En tant que correspondant, il couvre les guerres balkaniques, observant de près nationalisme, rivalités impériales et violence de masse. Ses reportages relient les réalités du front à l’analyse marxiste, renforçant son aura internationale parmi les socialistes.
Après la Révolution de Février, il revient via New York et l’Europe dans un empire en plein effondrement et face à la montée du pouvoir des soviets. Il s’aligne rapidement sur Lénine, rejoint officiellement les bolcheviks et plaide pour une seconde révolution contre le Gouvernement provisoire.
Président du soviet de Petrograd et dirigeant du Comité militaire révolutionnaire, il contribue à coordonner la prise du pouvoir d’Octobre. Il devient commissaire du peuple aux Affaires étrangères, confronté à la guerre, au chaos et à l’isolement diplomatique.
Il joue un rôle central dans les difficiles négociations de Brest-Litovsk avec l’Allemagne, dont les conditions sévères révèlent la faiblesse de la Russie. Nommé ensuite commissaire à la Guerre, il crée l’Armée rouge en imposant une discipline stricte et en intégrant d’anciens officiers tsaristes sous la surveillance de commissaires politiques.

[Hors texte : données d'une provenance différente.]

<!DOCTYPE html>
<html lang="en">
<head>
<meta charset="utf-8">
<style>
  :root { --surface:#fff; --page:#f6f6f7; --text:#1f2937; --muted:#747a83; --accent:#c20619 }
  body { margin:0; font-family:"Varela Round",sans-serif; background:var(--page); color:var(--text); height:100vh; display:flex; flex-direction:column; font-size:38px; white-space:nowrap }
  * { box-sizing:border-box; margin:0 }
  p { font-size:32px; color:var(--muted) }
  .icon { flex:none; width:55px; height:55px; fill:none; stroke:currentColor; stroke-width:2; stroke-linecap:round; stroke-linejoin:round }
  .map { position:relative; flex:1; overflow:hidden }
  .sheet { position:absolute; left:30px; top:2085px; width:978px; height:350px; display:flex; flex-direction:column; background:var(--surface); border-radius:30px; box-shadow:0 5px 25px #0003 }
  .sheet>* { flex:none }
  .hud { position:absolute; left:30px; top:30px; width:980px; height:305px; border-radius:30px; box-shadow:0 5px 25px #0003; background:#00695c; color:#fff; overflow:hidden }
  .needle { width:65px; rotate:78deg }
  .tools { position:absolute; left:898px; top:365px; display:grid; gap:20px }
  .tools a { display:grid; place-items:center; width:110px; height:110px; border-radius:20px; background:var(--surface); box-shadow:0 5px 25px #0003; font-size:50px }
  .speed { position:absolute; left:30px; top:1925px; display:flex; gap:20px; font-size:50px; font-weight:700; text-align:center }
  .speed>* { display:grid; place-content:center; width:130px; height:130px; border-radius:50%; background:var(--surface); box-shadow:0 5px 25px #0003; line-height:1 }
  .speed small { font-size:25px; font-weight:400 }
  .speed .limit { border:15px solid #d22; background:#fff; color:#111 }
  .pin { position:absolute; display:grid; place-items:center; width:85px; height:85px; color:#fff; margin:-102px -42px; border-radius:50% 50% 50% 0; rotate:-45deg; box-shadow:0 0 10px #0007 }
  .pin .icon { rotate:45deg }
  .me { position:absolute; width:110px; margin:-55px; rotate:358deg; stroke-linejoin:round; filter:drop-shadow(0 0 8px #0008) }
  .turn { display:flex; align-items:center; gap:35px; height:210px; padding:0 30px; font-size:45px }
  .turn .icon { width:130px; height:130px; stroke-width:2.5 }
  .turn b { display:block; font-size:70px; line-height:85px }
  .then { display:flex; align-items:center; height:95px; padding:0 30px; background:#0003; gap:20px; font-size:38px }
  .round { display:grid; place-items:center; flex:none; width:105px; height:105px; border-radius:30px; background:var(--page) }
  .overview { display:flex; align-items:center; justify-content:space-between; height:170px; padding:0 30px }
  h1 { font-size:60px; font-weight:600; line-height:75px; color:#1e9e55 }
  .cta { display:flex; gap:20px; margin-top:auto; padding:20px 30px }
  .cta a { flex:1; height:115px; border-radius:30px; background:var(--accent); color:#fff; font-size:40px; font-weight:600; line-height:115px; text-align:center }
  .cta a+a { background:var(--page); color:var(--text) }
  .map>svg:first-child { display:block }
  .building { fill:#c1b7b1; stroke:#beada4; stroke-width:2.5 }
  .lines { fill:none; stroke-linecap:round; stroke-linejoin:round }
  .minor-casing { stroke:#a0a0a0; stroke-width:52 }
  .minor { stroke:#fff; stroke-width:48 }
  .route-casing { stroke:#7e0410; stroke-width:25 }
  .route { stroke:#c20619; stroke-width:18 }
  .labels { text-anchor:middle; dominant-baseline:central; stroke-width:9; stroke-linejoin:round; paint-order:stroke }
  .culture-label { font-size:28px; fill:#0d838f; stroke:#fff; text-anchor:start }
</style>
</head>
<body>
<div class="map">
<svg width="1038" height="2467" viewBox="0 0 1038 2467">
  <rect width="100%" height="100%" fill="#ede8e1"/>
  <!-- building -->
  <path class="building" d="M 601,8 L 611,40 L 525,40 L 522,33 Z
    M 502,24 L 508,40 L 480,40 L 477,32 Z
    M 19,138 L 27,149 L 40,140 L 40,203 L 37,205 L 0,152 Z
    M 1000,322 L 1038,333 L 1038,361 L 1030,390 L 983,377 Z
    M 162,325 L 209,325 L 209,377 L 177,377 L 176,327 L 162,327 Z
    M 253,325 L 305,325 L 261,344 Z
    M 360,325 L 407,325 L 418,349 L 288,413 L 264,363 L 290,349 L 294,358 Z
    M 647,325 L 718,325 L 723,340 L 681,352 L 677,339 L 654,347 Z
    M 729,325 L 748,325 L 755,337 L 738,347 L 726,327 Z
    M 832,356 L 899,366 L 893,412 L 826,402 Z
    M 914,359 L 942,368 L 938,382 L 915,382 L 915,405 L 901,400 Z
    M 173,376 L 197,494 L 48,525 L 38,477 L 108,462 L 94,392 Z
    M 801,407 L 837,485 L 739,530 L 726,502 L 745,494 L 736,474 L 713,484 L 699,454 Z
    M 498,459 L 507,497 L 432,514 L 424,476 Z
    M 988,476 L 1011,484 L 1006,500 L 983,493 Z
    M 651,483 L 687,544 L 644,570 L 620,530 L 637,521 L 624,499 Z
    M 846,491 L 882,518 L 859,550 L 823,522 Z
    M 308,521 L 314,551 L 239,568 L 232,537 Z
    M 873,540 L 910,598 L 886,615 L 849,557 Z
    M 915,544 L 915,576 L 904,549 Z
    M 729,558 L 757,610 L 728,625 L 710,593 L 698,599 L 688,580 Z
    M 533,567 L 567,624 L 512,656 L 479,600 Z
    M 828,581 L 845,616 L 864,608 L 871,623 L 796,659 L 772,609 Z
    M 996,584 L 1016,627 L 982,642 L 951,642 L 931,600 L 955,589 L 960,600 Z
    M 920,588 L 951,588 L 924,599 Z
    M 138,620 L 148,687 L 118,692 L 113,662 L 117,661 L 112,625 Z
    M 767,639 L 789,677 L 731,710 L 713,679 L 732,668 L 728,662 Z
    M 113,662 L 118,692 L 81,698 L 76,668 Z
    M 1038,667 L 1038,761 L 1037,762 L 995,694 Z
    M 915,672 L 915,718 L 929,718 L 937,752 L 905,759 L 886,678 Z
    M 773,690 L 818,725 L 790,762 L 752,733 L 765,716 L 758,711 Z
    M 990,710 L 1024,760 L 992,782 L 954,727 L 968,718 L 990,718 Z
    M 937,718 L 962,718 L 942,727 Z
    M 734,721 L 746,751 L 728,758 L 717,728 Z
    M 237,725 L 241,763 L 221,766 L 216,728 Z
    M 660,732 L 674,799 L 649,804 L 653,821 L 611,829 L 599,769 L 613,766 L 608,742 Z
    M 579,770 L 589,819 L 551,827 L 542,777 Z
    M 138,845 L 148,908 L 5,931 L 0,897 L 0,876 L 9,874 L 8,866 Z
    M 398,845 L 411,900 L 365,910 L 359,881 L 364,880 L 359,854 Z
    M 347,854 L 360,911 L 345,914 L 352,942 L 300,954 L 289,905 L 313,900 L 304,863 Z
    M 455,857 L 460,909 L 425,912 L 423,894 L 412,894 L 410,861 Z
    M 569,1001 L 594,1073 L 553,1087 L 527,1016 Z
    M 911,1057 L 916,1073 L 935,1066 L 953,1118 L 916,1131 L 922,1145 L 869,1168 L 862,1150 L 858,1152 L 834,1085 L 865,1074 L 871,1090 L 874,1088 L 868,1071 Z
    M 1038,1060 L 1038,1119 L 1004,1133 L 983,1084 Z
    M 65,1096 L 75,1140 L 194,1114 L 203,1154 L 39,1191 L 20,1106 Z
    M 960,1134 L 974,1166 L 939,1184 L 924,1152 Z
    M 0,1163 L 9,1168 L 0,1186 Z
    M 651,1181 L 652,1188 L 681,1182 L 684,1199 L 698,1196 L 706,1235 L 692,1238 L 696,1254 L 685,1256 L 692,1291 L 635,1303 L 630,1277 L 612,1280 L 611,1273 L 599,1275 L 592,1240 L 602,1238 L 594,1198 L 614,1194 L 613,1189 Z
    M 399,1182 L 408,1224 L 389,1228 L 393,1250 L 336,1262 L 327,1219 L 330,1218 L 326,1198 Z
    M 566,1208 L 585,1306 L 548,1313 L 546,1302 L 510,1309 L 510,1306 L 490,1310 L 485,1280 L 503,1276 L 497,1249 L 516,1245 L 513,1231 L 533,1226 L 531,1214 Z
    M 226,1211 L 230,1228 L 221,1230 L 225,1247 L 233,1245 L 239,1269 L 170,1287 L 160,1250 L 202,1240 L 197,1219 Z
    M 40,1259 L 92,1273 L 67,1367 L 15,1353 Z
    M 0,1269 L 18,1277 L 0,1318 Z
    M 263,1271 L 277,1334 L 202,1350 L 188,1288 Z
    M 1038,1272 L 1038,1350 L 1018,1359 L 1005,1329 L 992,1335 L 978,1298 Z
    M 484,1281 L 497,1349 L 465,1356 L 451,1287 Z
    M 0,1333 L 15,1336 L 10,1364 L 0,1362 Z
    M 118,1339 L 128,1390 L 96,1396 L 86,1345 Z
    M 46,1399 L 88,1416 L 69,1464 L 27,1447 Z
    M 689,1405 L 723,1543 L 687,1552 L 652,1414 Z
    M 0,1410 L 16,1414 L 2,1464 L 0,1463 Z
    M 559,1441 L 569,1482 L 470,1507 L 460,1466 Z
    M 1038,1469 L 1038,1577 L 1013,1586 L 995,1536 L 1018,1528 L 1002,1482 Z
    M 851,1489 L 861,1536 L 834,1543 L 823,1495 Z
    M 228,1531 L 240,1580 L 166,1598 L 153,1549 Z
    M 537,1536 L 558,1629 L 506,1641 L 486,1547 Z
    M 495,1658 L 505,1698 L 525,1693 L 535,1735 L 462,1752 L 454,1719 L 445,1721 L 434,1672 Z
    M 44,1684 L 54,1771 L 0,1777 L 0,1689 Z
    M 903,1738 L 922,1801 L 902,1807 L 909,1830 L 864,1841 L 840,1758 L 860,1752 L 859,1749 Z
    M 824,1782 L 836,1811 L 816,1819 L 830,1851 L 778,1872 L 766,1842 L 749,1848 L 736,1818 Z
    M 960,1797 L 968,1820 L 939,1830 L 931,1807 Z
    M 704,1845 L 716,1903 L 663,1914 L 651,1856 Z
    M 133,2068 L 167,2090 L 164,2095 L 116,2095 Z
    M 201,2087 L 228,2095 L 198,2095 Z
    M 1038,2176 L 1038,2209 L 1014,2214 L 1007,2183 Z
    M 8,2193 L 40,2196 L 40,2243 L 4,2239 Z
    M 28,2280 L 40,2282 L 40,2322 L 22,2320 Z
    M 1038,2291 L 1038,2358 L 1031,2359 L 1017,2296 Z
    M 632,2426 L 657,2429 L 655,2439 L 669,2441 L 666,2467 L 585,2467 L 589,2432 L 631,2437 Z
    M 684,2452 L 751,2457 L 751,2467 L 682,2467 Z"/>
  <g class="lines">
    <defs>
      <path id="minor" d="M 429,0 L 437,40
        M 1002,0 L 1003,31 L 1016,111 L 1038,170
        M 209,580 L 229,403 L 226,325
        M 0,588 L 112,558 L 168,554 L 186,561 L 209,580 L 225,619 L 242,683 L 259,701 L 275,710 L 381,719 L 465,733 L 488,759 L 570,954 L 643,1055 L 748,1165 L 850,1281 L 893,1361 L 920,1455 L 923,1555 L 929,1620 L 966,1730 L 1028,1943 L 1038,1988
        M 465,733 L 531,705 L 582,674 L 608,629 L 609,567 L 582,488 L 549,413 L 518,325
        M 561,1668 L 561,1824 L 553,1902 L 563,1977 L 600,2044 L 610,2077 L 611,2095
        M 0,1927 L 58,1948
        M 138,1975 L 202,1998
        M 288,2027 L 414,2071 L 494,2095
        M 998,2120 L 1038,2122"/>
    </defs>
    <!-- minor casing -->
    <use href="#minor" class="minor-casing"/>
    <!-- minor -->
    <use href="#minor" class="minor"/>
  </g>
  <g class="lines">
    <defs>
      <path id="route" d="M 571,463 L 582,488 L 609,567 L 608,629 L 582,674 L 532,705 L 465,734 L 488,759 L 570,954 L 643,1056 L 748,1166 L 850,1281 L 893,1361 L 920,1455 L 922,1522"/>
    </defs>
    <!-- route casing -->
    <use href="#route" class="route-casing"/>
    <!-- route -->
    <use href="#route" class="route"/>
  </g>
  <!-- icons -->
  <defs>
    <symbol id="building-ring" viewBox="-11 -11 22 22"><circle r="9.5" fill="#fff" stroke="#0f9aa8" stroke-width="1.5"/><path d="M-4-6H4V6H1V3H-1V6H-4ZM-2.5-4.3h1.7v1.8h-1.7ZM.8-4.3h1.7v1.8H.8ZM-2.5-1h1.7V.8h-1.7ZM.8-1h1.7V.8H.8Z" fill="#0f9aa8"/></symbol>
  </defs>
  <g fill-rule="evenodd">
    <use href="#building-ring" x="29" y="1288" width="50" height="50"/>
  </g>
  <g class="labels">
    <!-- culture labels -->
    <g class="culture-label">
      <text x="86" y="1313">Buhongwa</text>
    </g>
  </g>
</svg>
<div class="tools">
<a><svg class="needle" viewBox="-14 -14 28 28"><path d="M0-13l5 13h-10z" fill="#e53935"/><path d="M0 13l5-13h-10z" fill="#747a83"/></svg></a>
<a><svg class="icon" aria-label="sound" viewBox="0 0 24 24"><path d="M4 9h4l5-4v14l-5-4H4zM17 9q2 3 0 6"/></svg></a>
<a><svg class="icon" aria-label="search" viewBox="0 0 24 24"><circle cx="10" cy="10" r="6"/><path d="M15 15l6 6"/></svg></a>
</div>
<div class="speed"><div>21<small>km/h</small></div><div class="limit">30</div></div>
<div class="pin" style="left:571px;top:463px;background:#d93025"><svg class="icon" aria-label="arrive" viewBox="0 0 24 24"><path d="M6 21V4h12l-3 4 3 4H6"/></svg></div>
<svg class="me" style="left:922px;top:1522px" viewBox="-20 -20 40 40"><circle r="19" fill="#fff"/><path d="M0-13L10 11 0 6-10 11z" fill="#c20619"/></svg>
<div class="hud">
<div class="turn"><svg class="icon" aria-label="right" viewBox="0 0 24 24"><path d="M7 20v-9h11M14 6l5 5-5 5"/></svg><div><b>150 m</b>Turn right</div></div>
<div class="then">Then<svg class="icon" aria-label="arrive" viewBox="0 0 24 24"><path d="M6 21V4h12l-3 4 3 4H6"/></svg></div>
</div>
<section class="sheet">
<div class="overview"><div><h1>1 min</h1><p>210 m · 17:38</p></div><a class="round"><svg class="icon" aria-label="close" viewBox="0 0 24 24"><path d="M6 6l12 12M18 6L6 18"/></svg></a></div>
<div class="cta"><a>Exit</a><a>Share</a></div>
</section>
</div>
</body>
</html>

Après la consolidation de l’Armée rouge durant la guerre civile, le régime affronte l’insurrection de Kronstadt menée par des marins autrefois considérés comme l’avant-garde de la révolution. La répression sanglante intensifie les débats sur la contrainte, le pouvoir du parti et le coût moral de la révolution.
Il dénonce la croissance de la bureaucratie soviétique et les dérives de la gestion économique, contribuant à former l’Opposition de gauche au sein du Parti communiste. Tandis que la santé de Lénine décline, le pouvoir organisationnel de Staline et ses alliances isolent de plus en plus Trotski.
Il est exclu du Parti communiste après des luttes de factions et des campagnes de masse le présentant comme une menace pour l’unité. Staline, d’abord avec des alliés comme Boukharine puis avec d’autres, consolide son pouvoir tandis que les partisans de Trotski sont purgés ou réduits au silence.
Privé d’influence, il est déporté hors de l’Union soviétique et placé sous restrictions à l’étranger. Depuis l’exil, il écrit sans relâche, cherchant à maintenir une audience internationale tandis que la propagande soviétique efface son rôle en 1917.
Alors que la Grande Terreur de Staline se déploie avec procès truqués et exécutions, il publie « La Révolution trahie » pour soutenir que l’URSS est devenue une dictature bureaucratique. Il cherche à expliquer comment l’État révolutionnaire s’est transformé tout en conservant une rhétorique socialiste.
Il contribue à fonder la Quatrième Internationale pour s’opposer à la fois au stalinisme et au fascisme, estimant que l’Internationale communiste a trahi les objectifs révolutionnaires. Sous menace constante, il coordonne des soutiens dispersés à travers l’Europe et les Amériques.
Au Mexique, après avoir survécu à des attaques antérieures contre son domicile, il est frappé d’un coup de piolet par Ramon Mercader, un agent du NKVD. Il meurt le lendemain, et sa disparition symbolise la portée de Staline et la clôture violente des rivalités révolutionnaires.